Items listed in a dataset
[Start of section]

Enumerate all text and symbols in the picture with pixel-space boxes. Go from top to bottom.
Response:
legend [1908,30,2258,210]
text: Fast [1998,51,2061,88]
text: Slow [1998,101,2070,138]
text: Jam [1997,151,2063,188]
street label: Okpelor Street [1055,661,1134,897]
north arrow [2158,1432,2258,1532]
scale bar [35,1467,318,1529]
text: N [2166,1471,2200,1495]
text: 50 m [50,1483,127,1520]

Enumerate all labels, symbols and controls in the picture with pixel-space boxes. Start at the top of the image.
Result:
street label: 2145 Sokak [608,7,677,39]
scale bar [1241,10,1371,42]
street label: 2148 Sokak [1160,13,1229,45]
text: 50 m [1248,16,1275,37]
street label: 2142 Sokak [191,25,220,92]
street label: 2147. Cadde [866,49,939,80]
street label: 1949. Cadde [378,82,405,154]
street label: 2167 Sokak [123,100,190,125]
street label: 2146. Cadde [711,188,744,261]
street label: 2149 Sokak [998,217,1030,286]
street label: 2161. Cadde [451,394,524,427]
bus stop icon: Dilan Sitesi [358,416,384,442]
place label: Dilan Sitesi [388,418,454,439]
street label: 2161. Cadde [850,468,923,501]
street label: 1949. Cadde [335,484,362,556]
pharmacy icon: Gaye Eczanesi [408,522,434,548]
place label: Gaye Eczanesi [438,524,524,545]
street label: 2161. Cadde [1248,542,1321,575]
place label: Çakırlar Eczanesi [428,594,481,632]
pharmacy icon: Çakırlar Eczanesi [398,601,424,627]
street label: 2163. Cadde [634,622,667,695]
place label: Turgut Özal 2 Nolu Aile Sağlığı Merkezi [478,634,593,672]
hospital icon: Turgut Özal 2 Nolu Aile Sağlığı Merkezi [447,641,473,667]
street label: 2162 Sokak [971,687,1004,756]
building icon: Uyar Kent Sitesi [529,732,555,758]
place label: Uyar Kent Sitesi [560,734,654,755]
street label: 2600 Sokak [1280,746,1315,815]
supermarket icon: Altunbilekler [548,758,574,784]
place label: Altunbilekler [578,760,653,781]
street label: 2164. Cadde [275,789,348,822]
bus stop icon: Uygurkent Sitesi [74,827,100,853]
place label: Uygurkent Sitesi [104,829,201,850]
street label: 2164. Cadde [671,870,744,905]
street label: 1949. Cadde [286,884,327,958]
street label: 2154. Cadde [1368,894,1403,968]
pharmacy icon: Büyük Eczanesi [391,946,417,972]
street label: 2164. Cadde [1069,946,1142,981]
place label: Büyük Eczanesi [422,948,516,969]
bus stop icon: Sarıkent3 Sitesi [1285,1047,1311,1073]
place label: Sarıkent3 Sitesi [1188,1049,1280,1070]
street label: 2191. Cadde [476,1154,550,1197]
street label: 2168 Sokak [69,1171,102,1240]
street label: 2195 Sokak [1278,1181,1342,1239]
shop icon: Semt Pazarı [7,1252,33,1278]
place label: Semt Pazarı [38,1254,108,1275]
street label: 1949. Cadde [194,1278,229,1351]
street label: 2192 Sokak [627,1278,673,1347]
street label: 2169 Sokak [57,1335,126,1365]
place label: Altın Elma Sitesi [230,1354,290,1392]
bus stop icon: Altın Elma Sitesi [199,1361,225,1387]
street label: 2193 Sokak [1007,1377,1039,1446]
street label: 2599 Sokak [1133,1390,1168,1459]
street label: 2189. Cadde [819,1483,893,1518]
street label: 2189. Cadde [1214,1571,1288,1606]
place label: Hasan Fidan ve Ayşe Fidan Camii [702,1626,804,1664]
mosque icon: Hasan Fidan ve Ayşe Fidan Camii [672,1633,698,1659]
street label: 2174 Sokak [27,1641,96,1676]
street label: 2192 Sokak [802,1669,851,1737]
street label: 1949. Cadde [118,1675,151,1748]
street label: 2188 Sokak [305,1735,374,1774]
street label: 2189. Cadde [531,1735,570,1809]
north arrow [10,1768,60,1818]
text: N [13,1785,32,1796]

[End of section]

Task goal: Each line of the records above, from the first through the one containing "Enumerate all labels, symbols", is to be retyped exactly; no other line belongs.

Task output:
Enumerate all text and symbols in the picture with pixel-space boxes. Go from top to bottom.
Response:
legend [1908,30,2258,210]
text: Fast [1998,51,2061,88]
text: Slow [1998,101,2070,138]
text: Jam [1997,151,2063,188]
street label: Okpelor Street [1055,661,1134,897]
north arrow [2158,1432,2258,1532]
scale bar [35,1467,318,1529]
text: N [2166,1471,2200,1495]
text: 50 m [50,1483,127,1520]

Enumerate all labels, symbols and controls in the picture with pixel-space boxes. Start at the top of the image.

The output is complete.